Extracted records >>
________________
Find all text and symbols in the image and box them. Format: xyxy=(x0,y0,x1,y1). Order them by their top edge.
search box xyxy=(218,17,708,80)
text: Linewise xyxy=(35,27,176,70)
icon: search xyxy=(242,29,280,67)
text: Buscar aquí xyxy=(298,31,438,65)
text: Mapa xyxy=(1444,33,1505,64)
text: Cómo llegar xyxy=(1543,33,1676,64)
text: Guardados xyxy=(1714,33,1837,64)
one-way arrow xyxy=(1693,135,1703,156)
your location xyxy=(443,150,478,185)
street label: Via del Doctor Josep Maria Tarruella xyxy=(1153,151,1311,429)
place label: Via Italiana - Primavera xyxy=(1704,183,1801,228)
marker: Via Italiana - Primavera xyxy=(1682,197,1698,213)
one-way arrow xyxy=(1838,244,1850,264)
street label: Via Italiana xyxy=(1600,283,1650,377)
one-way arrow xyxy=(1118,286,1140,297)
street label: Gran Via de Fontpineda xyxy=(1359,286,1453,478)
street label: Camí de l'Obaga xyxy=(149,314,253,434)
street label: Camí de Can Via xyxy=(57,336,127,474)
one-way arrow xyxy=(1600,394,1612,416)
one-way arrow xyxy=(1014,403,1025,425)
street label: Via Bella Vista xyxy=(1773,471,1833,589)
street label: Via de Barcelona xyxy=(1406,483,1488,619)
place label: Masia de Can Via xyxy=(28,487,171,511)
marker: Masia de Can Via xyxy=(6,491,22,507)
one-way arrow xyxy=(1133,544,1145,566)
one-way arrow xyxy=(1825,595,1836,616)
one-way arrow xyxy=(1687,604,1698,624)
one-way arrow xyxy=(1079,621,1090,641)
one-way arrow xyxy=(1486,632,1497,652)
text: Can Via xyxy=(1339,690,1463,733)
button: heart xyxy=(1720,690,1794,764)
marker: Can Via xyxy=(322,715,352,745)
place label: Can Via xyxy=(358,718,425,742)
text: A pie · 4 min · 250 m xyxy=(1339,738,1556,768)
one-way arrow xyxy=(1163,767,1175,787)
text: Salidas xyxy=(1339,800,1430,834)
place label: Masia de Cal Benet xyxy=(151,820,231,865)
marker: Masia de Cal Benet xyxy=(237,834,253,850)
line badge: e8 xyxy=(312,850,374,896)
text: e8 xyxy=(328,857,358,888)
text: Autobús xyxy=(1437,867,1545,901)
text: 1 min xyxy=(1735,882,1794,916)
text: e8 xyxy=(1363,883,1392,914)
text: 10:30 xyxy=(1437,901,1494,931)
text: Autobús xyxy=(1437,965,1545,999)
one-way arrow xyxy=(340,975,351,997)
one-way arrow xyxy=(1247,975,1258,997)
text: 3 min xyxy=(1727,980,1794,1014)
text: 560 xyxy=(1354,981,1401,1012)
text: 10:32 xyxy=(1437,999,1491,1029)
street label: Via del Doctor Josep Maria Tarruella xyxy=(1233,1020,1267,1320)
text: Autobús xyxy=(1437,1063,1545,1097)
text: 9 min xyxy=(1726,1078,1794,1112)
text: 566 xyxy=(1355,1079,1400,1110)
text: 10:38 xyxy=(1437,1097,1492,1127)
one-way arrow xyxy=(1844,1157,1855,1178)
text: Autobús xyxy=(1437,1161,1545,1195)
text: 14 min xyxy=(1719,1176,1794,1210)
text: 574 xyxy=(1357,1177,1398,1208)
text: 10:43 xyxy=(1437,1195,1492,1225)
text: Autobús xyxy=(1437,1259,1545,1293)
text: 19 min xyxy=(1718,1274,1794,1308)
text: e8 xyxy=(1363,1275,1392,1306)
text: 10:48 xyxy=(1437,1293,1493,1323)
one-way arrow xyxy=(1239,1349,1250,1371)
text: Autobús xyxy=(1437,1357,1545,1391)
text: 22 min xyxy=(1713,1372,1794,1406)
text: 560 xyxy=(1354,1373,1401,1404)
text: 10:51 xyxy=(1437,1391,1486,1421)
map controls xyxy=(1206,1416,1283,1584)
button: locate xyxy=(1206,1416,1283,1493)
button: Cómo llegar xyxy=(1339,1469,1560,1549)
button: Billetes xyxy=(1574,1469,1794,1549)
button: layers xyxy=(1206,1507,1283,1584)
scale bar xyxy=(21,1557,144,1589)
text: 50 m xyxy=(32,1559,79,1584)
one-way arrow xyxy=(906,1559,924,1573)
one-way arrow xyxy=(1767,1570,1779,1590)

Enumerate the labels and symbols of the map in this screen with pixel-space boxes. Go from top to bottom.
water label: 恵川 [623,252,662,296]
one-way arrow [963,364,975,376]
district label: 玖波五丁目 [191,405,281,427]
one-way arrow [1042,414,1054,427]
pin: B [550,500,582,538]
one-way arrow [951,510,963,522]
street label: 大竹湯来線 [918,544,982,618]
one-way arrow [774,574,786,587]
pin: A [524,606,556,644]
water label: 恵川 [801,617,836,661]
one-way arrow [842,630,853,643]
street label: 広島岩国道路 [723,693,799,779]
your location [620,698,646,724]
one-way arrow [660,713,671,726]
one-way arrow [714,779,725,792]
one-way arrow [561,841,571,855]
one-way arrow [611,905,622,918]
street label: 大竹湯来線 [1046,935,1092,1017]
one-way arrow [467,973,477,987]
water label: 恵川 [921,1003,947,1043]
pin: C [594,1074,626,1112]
________________
Brief >>
Transcribe all of the data, keeping every line identical.

Worked solution >>
Find all text and symbols in the image and box them. Format: xyxy=(x0,y0,x1,y1). Order them by their top edge.
search box xyxy=(218,17,708,80)
text: Linewise xyxy=(35,27,176,70)
icon: search xyxy=(242,29,280,67)
text: Buscar aquí xyxy=(298,31,438,65)
text: Mapa xyxy=(1444,33,1505,64)
text: Cómo llegar xyxy=(1543,33,1676,64)
text: Guardados xyxy=(1714,33,1837,64)
one-way arrow xyxy=(1693,135,1703,156)
your location xyxy=(443,150,478,185)
street label: Via del Doctor Josep Maria Tarruella xyxy=(1153,151,1311,429)
place label: Via Italiana - Primavera xyxy=(1704,183,1801,228)
marker: Via Italiana - Primavera xyxy=(1682,197,1698,213)
one-way arrow xyxy=(1838,244,1850,264)
street label: Via Italiana xyxy=(1600,283,1650,377)
one-way arrow xyxy=(1118,286,1140,297)
street label: Gran Via de Fontpineda xyxy=(1359,286,1453,478)
street label: Camí de l'Obaga xyxy=(149,314,253,434)
street label: Camí de Can Via xyxy=(57,336,127,474)
one-way arrow xyxy=(1600,394,1612,416)
one-way arrow xyxy=(1014,403,1025,425)
street label: Via Bella Vista xyxy=(1773,471,1833,589)
street label: Via de Barcelona xyxy=(1406,483,1488,619)
place label: Masia de Can Via xyxy=(28,487,171,511)
marker: Masia de Can Via xyxy=(6,491,22,507)
one-way arrow xyxy=(1133,544,1145,566)
one-way arrow xyxy=(1825,595,1836,616)
one-way arrow xyxy=(1687,604,1698,624)
one-way arrow xyxy=(1079,621,1090,641)
one-way arrow xyxy=(1486,632,1497,652)
text: Can Via xyxy=(1339,690,1463,733)
button: heart xyxy=(1720,690,1794,764)
marker: Can Via xyxy=(322,715,352,745)
place label: Can Via xyxy=(358,718,425,742)
text: A pie · 4 min · 250 m xyxy=(1339,738,1556,768)
one-way arrow xyxy=(1163,767,1175,787)
text: Salidas xyxy=(1339,800,1430,834)
place label: Masia de Cal Benet xyxy=(151,820,231,865)
marker: Masia de Cal Benet xyxy=(237,834,253,850)
line badge: e8 xyxy=(312,850,374,896)
text: e8 xyxy=(328,857,358,888)
text: Autobús xyxy=(1437,867,1545,901)
text: 1 min xyxy=(1735,882,1794,916)
text: e8 xyxy=(1363,883,1392,914)
text: 10:30 xyxy=(1437,901,1494,931)
text: Autobús xyxy=(1437,965,1545,999)
one-way arrow xyxy=(340,975,351,997)
one-way arrow xyxy=(1247,975,1258,997)
text: 3 min xyxy=(1727,980,1794,1014)
text: 560 xyxy=(1354,981,1401,1012)
text: 10:32 xyxy=(1437,999,1491,1029)
street label: Via del Doctor Josep Maria Tarruella xyxy=(1233,1020,1267,1320)
text: Autobús xyxy=(1437,1063,1545,1097)
text: 9 min xyxy=(1726,1078,1794,1112)
text: 566 xyxy=(1355,1079,1400,1110)
text: 10:38 xyxy=(1437,1097,1492,1127)
one-way arrow xyxy=(1844,1157,1855,1178)
text: Autobús xyxy=(1437,1161,1545,1195)
text: 14 min xyxy=(1719,1176,1794,1210)
text: 574 xyxy=(1357,1177,1398,1208)
text: 10:43 xyxy=(1437,1195,1492,1225)
text: Autobús xyxy=(1437,1259,1545,1293)
text: 19 min xyxy=(1718,1274,1794,1308)
text: e8 xyxy=(1363,1275,1392,1306)
text: 10:48 xyxy=(1437,1293,1493,1323)
one-way arrow xyxy=(1239,1349,1250,1371)
text: Autobús xyxy=(1437,1357,1545,1391)
text: 22 min xyxy=(1713,1372,1794,1406)
text: 560 xyxy=(1354,1373,1401,1404)
text: 10:51 xyxy=(1437,1391,1486,1421)
map controls xyxy=(1206,1416,1283,1584)
button: locate xyxy=(1206,1416,1283,1493)
button: Cómo llegar xyxy=(1339,1469,1560,1549)
button: Billetes xyxy=(1574,1469,1794,1549)
button: layers xyxy=(1206,1507,1283,1584)
scale bar xyxy=(21,1557,144,1589)
text: 50 m xyxy=(32,1559,79,1584)
one-way arrow xyxy=(906,1559,924,1573)
one-way arrow xyxy=(1767,1570,1779,1590)

Enumerate the labels and symbols of the map in this screen with pixel-space boxes. Go from top to bottom.
water label: 恵川 [623,252,662,296]
one-way arrow [963,364,975,376]
district label: 玖波五丁目 [191,405,281,427]
one-way arrow [1042,414,1054,427]
pin: B [550,500,582,538]
one-way arrow [951,510,963,522]
street label: 大竹湯来線 [918,544,982,618]
one-way arrow [774,574,786,587]
pin: A [524,606,556,644]
water label: 恵川 [801,617,836,661]
one-way arrow [842,630,853,643]
street label: 広島岩国道路 [723,693,799,779]
your location [620,698,646,724]
one-way arrow [660,713,671,726]
one-way arrow [714,779,725,792]
one-way arrow [561,841,571,855]
one-way arrow [611,905,622,918]
street label: 大竹湯来線 [1046,935,1092,1017]
one-way arrow [467,973,477,987]
water label: 恵川 [921,1003,947,1043]
pin: C [594,1074,626,1112]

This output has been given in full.